The trillion dollar stock club is a pretty exclusive group. There have only been 10 US-listed stocks that have exceeded this valuation level, and there are a few more within striking distance.
However, one stock that is a bit far is Advanced microdevices (NASDAQ: AMD). AMD has a market cap of $330 billion, so it may not be on investors’ radar for moving into the $1 trillion valuation range. However, AMD hardware is starting to become more popular in the world of artificial intelligence (AI), and it may get there faster than many think.
How fast can AMD get to $1 trillion? Well, if his predictions come true, he could be there in just four years.
Nvidia (NASDAQ: NVDA) is the undisputed king of graphics processing units (GPUs). GPUs are well-suited for AI workloads because they can process multiple calculations in parallel. At the start of the AI boom in 2023, Nvidia’s GPUs, control software, and other hardware that supports them were far superior to AMD’s. As a result, Nvidia products became the preferred option, while AMD products became only an alternative.

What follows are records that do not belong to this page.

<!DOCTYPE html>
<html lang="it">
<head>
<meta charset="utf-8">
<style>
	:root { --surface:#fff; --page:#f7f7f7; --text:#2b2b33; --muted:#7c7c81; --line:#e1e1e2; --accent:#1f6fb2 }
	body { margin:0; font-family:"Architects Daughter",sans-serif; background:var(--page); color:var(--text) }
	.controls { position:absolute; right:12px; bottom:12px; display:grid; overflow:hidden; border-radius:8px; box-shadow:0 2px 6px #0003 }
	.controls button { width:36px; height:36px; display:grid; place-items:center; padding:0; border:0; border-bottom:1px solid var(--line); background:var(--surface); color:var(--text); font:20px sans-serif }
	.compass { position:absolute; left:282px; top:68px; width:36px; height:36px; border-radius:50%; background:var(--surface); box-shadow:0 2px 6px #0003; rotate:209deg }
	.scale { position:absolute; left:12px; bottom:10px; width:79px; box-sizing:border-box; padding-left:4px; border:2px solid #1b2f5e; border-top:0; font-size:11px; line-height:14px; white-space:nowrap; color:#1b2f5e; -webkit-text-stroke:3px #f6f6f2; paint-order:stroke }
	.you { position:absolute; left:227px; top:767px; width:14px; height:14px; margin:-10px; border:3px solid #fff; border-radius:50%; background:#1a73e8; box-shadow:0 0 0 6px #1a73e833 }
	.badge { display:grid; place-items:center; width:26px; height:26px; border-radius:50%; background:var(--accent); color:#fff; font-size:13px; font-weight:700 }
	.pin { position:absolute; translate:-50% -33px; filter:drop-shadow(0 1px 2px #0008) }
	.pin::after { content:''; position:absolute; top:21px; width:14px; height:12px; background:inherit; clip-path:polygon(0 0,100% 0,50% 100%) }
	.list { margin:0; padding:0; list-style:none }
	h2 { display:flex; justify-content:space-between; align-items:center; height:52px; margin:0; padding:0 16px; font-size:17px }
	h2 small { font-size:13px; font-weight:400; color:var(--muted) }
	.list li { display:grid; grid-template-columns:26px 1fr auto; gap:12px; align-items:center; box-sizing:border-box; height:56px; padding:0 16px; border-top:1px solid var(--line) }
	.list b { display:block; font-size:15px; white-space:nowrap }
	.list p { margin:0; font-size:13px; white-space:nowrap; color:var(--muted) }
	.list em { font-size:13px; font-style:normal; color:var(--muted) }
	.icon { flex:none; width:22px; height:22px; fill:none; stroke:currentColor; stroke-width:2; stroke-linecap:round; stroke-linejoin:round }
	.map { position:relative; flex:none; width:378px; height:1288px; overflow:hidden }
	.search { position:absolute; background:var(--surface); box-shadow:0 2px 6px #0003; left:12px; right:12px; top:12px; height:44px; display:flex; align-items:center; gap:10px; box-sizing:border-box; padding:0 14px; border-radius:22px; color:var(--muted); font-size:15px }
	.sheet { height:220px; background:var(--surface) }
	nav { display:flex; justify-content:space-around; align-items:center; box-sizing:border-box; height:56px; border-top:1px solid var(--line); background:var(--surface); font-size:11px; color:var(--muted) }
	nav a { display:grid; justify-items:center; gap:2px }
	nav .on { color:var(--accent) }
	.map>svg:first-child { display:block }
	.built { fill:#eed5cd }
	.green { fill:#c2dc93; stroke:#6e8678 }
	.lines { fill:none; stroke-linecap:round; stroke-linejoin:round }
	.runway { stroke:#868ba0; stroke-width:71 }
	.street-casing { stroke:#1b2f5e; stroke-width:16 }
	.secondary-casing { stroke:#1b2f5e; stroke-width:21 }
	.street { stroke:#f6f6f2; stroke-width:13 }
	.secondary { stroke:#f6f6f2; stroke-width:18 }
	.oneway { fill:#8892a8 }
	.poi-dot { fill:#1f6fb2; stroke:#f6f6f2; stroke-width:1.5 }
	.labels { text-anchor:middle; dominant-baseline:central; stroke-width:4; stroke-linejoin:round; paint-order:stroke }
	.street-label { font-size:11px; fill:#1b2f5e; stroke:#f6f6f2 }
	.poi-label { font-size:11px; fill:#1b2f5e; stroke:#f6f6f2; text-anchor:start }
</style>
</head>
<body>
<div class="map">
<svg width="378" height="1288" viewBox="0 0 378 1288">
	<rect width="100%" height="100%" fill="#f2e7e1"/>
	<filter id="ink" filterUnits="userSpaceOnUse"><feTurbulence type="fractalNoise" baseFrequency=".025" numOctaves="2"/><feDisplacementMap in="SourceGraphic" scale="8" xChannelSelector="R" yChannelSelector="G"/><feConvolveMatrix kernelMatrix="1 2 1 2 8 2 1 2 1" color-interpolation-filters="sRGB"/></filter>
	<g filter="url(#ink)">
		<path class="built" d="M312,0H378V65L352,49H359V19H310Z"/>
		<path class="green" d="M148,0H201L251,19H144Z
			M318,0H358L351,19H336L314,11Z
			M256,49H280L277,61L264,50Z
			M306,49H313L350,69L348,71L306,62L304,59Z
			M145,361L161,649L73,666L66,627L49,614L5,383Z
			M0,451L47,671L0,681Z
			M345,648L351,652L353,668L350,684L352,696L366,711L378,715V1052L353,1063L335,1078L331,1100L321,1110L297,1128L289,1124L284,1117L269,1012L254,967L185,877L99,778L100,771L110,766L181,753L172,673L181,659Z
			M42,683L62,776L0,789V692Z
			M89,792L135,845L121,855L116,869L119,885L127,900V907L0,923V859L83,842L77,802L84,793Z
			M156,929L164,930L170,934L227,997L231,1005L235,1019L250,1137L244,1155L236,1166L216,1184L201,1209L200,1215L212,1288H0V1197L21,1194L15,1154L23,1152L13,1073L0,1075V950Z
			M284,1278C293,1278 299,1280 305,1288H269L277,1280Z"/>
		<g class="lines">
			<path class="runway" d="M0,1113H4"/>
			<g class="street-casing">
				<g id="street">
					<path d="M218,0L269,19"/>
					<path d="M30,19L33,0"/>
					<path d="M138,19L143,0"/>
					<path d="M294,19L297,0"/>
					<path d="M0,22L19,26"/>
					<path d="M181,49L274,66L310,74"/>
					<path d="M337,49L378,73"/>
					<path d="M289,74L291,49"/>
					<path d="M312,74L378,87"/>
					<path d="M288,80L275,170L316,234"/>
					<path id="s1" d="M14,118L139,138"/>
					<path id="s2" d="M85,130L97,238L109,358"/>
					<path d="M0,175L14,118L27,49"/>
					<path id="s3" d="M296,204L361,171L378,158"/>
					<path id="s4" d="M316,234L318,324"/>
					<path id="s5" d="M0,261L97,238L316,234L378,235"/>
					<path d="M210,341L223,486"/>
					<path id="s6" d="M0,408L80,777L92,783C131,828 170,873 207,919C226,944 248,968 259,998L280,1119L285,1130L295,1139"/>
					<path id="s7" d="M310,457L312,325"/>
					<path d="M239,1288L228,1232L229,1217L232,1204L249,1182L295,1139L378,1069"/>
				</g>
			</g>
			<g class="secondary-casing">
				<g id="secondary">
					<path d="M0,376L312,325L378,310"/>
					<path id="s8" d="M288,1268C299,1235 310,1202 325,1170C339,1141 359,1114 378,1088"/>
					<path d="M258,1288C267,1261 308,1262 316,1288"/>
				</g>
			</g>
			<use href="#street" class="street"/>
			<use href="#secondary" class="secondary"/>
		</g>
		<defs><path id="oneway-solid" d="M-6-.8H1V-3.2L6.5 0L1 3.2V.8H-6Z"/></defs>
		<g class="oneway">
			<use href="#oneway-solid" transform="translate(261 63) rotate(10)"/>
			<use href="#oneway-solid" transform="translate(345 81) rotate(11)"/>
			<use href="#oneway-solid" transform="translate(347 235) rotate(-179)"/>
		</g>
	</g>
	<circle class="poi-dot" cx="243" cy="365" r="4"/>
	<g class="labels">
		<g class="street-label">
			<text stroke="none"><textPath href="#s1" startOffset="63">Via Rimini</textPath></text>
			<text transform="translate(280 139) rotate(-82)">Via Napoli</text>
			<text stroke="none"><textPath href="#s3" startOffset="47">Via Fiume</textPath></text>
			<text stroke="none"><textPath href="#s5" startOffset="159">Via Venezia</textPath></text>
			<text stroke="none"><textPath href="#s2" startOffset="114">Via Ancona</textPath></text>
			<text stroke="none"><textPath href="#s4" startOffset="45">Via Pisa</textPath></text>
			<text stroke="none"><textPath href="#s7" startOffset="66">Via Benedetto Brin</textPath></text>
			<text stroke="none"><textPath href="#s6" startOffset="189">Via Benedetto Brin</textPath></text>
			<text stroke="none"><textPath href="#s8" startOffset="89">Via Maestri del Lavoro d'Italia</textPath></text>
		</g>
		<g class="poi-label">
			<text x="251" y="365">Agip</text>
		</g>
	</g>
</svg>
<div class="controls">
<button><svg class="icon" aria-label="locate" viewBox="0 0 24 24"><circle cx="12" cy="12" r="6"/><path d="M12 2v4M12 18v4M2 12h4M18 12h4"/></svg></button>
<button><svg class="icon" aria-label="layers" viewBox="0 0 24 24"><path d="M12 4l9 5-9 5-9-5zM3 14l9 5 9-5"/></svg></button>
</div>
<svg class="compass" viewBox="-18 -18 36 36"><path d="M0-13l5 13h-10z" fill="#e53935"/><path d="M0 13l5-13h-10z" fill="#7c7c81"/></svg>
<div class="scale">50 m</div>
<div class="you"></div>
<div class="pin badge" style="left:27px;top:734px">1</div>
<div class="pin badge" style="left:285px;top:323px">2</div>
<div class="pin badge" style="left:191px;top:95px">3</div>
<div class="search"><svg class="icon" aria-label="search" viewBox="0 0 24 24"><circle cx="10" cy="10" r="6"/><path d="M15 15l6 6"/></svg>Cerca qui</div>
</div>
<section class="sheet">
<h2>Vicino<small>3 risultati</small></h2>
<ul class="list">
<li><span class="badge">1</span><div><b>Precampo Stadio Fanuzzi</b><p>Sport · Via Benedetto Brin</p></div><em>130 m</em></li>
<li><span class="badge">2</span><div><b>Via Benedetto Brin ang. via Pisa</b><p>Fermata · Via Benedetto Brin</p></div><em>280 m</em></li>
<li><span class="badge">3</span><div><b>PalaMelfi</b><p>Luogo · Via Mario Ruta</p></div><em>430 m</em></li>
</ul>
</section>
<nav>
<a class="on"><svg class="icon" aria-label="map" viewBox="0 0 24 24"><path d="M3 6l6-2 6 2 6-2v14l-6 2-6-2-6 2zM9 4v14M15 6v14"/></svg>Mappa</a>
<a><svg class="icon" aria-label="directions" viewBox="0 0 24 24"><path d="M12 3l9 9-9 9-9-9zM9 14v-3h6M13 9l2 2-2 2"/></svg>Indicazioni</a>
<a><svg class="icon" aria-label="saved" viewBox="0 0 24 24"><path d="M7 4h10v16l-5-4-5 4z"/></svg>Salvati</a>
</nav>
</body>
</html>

However, these trends are changing. AMD has made massive improvements to its control software, ROCm. It saw a 10x increase in downloads year-over-year in November 2025. That’s a big deal because it shows that developers are exploring their hardware. This could be a signal that AMD products are starting to become a viable alternative and could be poised to steal market share from Nvidia.
There is only so much money available to build data centers. Computing hardware can account for nearly half the cost to build them, and while Nvidia’s products are the best, they’re not cheap.
There are no prices available for flagship data center GPUs, and these figures are estimates from reports. Nvidia’s Blackwell B200 GPU can cost between $30,000 and $50,000 per chip, depending on options. Its AMD rival, the MI350, costs $25,000. This allows AI hyperscalers to get more money for cloud GPUs, but it remains to be seen whether this cheaper price is worth it in terms of performance.
However, AI hyperscalers may not have a choice if they want to use AMD chips anymore. During Nvidia’s Q3 results, the company announced that it was “sold out” of cloud GPUs. While this may seem like a good problem to have, the bigger problem is that customers can turn to AMD products as an alternative if they can’t get the computing power they need from Nvidia. If AMD products can deliver similar results at a lower price, this could create a scenario where more customers choose AMD hardware in the future.